Despite fears of high-profile suicide- and car-bomb attacks, there were only a handful of incidents around the country, Gates said he was told by the U.S. commander in Iraq, Gen. Ray Odierno.

Instead, Gates said, an estimated 80 percent of the explosions in Baghdad during the morning were from what Odierno termed “bottle noise bombs” –loud explosions that did little damage.

“Al Qaeda in Iraq was forced to change their tactics,” Gates said, crediting the improved abilities of the Iraqi Security Forces.

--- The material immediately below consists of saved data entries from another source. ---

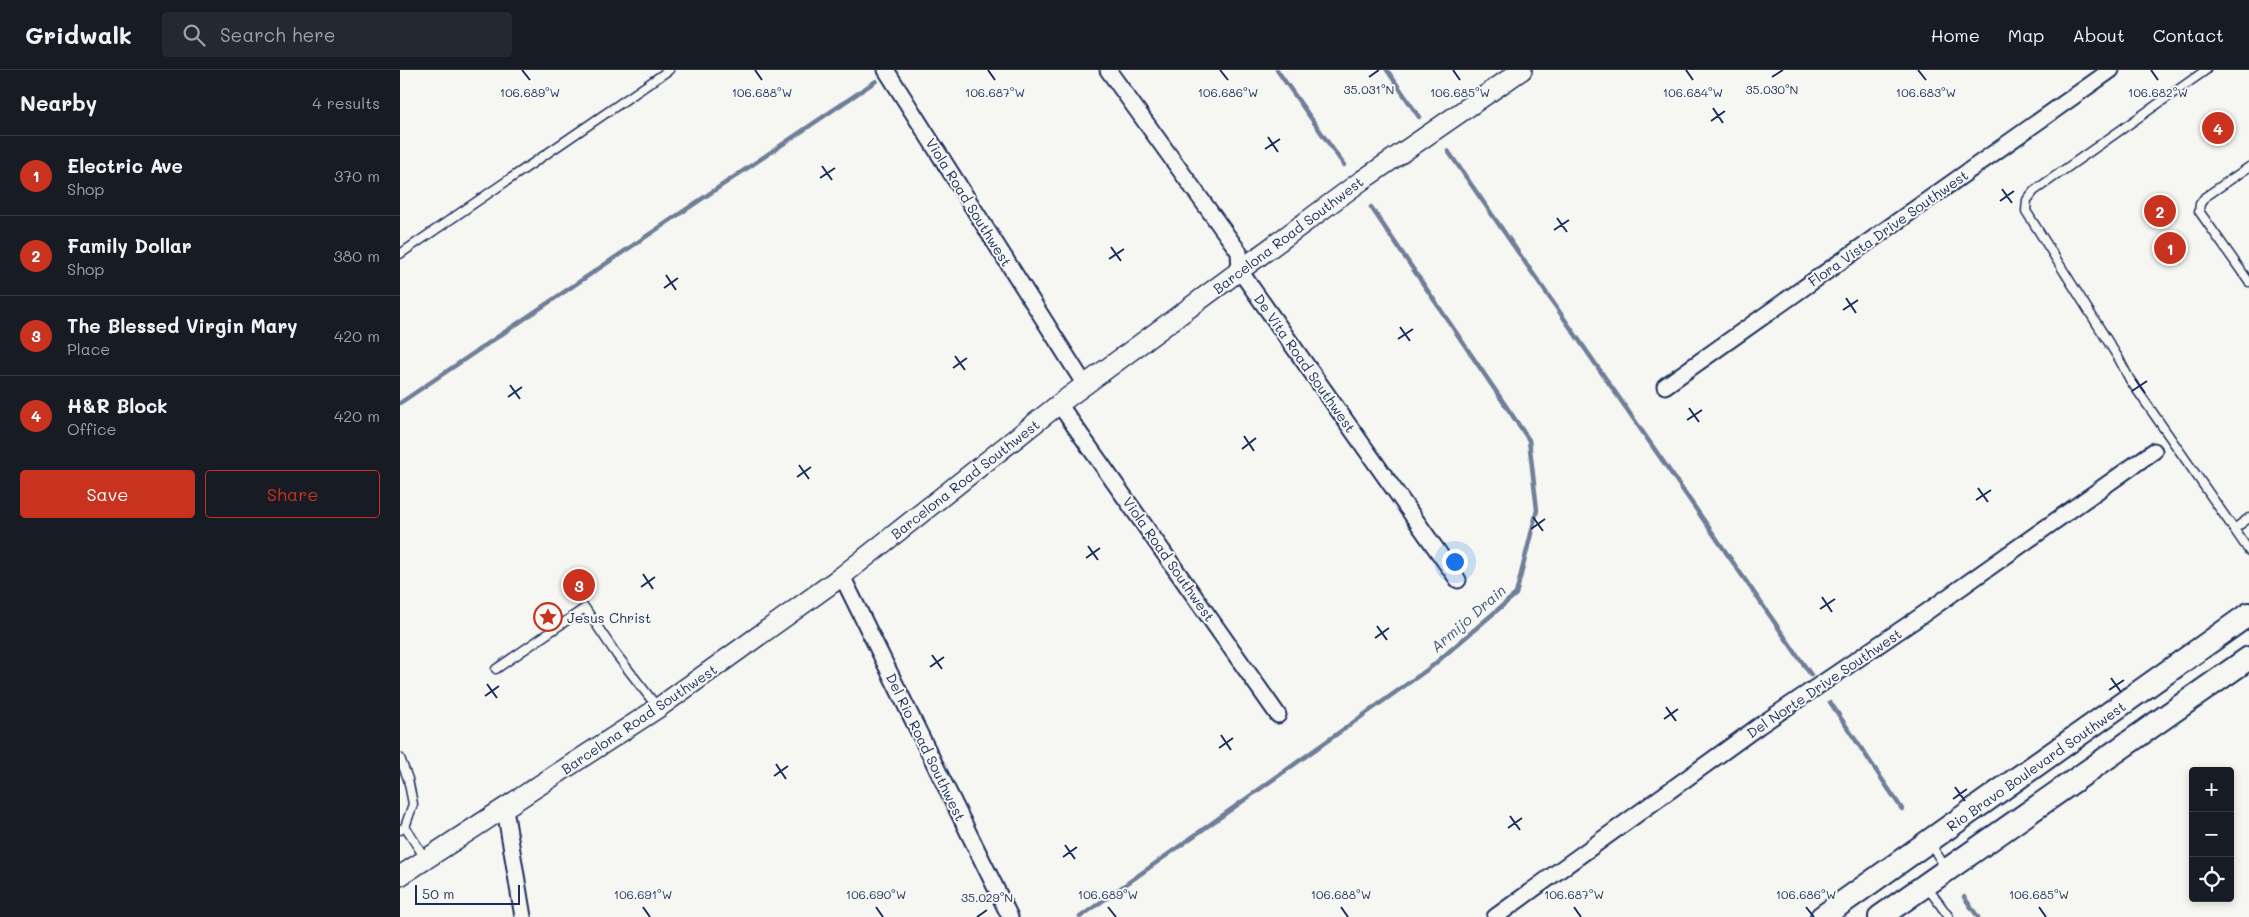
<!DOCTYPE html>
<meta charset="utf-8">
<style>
body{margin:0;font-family:Mali,sans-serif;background:#242831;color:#f1f3f6}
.controls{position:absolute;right:15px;bottom:15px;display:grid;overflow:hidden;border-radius:5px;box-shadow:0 2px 8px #0003}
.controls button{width:45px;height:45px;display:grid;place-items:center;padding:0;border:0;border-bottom:1px solid #363941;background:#171b24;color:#f1f3f6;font:25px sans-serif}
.scale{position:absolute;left:15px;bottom:12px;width:105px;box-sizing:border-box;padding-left:5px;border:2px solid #1b2f5e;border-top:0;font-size:14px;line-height:18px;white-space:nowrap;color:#1b2f5e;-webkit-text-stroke:4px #f6f6f2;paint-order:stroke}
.you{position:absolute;left:1054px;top:491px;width:18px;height:18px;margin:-12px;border:4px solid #fff;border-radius:50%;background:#1a73e8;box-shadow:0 0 0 8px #1a73e833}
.badge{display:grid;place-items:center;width:32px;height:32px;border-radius:50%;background:#c8321e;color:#fff;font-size:16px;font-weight:700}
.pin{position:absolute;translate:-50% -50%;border:2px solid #fff;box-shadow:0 1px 5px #0006}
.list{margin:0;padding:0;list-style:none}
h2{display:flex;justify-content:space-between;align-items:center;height:65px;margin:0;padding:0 20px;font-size:21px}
h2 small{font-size:16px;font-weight:400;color:#9ea1a6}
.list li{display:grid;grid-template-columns:32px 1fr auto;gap:15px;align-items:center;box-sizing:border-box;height:80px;padding:0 20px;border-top:1px solid #363941}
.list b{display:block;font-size:19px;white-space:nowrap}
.list p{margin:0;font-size:16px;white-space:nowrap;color:#9ea1a6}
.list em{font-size:16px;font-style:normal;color:#9ea1a6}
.actions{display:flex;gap:10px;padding:15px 20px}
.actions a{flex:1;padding:11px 0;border:1px solid #c8321e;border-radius:5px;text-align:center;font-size:18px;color:#c8321e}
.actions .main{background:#c8321e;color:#fff}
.icon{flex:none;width:28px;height:28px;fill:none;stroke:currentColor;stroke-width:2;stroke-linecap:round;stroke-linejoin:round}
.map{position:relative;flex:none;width:1849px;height:847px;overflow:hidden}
header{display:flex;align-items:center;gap:30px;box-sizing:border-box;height:70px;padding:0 25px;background:#171b24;border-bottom:1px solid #363941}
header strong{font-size:24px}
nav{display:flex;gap:28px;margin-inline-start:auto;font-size:18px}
.search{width:350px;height:45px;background:#242831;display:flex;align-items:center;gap:12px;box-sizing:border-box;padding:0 18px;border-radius:5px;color:#9ea1a6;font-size:19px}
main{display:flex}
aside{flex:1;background:#171b24}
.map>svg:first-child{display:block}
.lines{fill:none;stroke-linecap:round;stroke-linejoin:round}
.stream{stroke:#717e99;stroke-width:4.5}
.service-casing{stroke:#1b2f5e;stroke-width:11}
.minor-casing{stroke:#1b2f5e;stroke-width:19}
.tertiary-casing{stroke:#1b2f5e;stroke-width:22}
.primary-casing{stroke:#1b2f5e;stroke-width:26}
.service{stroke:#f6f6f2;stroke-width:8}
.minor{stroke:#f6f6f2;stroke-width:15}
.tertiary{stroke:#f6f6f2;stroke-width:19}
.primary{stroke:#f6f6f2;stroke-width:22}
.ticks{fill:none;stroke:#1b2f5e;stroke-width:2}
.labels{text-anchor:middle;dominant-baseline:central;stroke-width:4;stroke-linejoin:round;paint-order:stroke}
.street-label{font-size:14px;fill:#1b2f5e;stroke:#f6f6f2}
.poi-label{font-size:14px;fill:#1b2f5e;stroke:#f6f6f2;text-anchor:start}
.water-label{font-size:15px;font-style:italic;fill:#46567b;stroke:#f6f6f2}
.ticks-label{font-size:12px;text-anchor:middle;fill:#1b2f5e;stroke:#f6f6f2;stroke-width:4;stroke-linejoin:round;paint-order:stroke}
</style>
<header>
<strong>Gridwalk</strong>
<div class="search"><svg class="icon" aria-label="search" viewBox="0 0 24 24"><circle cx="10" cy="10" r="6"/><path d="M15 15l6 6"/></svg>Search here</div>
<nav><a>Home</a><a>Map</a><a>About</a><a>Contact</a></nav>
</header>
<main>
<aside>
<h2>Nearby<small>4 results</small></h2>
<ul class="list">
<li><span class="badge">1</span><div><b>Electric Ave</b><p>Shop</p></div><em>370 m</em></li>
<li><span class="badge">2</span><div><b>Family Dollar</b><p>Shop</p></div><em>380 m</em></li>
<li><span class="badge">3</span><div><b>The Blessed Virgin Mary</b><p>Place</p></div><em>420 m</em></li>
<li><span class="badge">4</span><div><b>H&amp;R Block</b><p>Office</p></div><em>420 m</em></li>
</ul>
<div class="actions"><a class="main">Save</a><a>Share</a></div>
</aside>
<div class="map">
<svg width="1849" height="847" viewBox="0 0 1849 847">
<rect width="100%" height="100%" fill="#f6f6f2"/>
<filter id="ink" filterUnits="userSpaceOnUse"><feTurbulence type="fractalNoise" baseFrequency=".02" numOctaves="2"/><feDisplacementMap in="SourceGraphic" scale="10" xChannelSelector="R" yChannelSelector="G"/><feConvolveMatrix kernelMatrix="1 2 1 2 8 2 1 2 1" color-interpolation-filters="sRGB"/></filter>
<g filter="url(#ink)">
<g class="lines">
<!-- stream -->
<path class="stream" d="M 877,0 L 944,95
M 987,0 L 1019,47
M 1048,81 L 1411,605
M 0,333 L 476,11
M 1430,632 L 1502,739
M 1564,827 L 1578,847
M 680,847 L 1031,597 L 1116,524 L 1137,440 L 1129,370 L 971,137"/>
<defs>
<path id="service" d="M 1806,0 L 1634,121 L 1627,130 L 1626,141 L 1719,289 L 1730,310 L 1834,459
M 1849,97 L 1805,127 L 1800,134 L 1799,141 L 1849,212
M 0,184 L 269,0
M 1849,448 L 1834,459 L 1849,481
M 96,599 L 185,538 L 216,584 L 258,638
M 0,688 L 8,709 L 13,734 L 5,757
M 0,760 L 5,757 L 25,788
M 1529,772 L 1546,798
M 1527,817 L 1549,847"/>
<path id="minor" d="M 486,0 L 685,315
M 708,0 L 839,182 L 840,201 L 1058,510
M 1265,316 L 1711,0
M 659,334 L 878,645
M 442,506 L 610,847
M 105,739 L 123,847
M 1095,847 L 1359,656 L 1518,548 L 1754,381"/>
<path id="tertiary" d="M 0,806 L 258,638 L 442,506 L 659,334 L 961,111 L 1122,0"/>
<path id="primary" d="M 1422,847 L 1849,544
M 1480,847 L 1849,588"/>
</defs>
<!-- service casing -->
<use href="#service" class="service-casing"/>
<!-- minor casing -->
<use href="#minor" class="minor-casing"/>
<!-- tertiary casing -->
<use href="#tertiary" class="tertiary-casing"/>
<!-- primary casing -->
<use href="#primary" class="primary-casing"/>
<!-- service -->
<use href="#service" class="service"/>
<!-- minor -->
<use href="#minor" class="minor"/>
<!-- tertiary -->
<use href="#tertiary" class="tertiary"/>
<!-- primary -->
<use href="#primary" class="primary"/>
</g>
</g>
<!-- ticks -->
<path class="ticks" d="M 122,0 L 130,10M 355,0 L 362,10M 588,0 L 595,10M 820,0 L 828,10M 1053,0 L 1060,10M 1286,0 L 1293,10M 1518,0 L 1526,10M 1751,0 L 1758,10M 969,7 L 979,0M 1372,7 L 1383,0M 1313,38 L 1323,53M 1311,51 L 1325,41M 868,67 L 878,82M 865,79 L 880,69M 422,96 L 432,110M 420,108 L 435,98M 1602,119 L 1612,133M 1600,131 L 1614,121M 1157,148 L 1167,162M 1154,160 L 1169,150M 711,177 L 721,191M 709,189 L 724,179M 266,205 L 276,220M 264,218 L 278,208M 1446,228 L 1456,243M 1443,240 L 1458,230M 1000,257 L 1010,271M 998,269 L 1013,259M 555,286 L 565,300M 553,298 L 567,288M 1735,309 L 1745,323M 110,315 L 120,329M 1732,321 L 1747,311M 108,327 L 122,317M 1289,338 L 1299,352M 1287,350 L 1302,340M 844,366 L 854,381M 842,379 L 856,368M 399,395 L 409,409M 397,407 L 411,397M 1578,418 L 1588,432M 1576,430 L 1591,420M 1133,447 L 1143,461M 1131,459 L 1145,449M 688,476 L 698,490M 686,488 L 700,478M 243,504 L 253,519M 241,517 L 255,507M 1422,527 L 1432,542M 1420,539 L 1435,529M 977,556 L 987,570M 975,568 L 989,558M 532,585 L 542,599M 530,597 L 544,587M 1711,608 L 1721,622M 87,614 L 97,628M 1709,620 L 1724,610M 85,626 L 99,616M 1266,637 L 1276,651M 1264,649 L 1278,639M 821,665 L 831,680M 819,678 L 833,668M 376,694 L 386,709M 374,706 L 388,696M 1555,717 L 1565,731M 1553,729 L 1567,719M 1110,746 L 1120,760M 1108,758 L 1122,748M 665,775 L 675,789M 663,787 L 677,777M 243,837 L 250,847M 476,837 L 483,847M 708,837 L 716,847M 941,837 L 948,847M 1174,837 L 1181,847M 1406,837 L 1414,847M 1639,837 L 1646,847M 577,847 L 587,840"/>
<!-- icons -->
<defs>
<symbol id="sight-ring" viewBox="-11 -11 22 22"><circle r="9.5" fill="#f6f6f2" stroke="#c8321e" stroke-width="1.5"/><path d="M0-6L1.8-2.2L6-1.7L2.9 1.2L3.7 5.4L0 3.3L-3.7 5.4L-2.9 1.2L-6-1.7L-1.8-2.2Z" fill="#c8321e"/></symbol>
</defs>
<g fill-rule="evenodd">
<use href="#sight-ring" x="132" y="531" width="32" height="32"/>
</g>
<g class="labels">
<!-- street labels -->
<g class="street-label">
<text transform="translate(569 132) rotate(58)">Viola Road Southwest</text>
<text transform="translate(1488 158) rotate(-35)">Flora Vista Drive Southwest</text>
<text transform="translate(888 165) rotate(-37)">Barcelona Road Southwest</text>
<text transform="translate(905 293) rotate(55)">De Vita Road Southwest</text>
<text transform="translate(565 409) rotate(-38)">Barcelona Road Southwest</text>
<text transform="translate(769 489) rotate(55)">Viola Road Southwest</text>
<text transform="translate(1424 613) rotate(-34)">Del Norte Drive Southwest</text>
<text transform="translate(239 649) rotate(-34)">Barcelona Road Southwest</text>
<text transform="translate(526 677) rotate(64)">Del Rio Road Southwest</text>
<text transform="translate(1636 696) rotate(-35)">Rio Bravo Boulevard Southwest</text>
</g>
<!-- poi labels -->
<g class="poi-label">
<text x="167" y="547">Jesus Christ</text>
</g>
<!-- water labels -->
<g class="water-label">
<text transform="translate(1068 548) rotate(-41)">Armijo Drain</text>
</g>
</g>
<g class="ticks-label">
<text x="969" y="24">35.031°N</text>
<text x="1372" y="24">35.030°N</text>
<text x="130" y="27">106.689°W</text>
<text x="595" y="27">106.687°W</text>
<text x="828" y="27">106.686°W</text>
<text x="1526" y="27">106.683°W</text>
<text x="1758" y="27">106.682°W</text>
<text x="362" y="27">106.688°W</text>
<text x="1060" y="27">106.685°W</text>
<text x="1293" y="27">106.684°W</text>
<text x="243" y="829">106.691°W</text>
<text x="476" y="829">106.690°W</text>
<text x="708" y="829">106.689°W</text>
<text x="941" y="829">106.688°W</text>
<text x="1174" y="829">106.687°W</text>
<text x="1406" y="829">106.686°W</text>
<text x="1639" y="829">106.685°W</text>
<text x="587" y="832">35.029°N</text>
</g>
</svg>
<div class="controls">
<button>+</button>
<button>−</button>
<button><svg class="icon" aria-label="locate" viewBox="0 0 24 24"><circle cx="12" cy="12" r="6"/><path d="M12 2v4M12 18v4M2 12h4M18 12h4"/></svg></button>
</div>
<div class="scale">50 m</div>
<div class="you"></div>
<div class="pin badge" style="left:1770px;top:178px">1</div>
<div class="pin badge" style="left:1760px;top:141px">2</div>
<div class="pin badge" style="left:179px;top:515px">3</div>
<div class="pin badge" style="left:1818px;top:58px">4</div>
</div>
</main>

In the south, eight out of the nine provinces did not have any security incidents, he said.

From the build-up to the election - including “campaigning that went on in the context of a peaceful environment basically” - to voting day itself, the electoral process was “an extraordinary change” from years past, Gates said.

He said this morning he was shown a classified chart that compared the week-by-week level of violence leading up to the 2005 elections compared to 2010 and the “contrast was just staggering.”

After results are finalized it could take months for the Iraqis to negotiate among the winning parties and form a government, a process Gates remarked would likely be complicated.

“We hope it won’t take too long,” he said.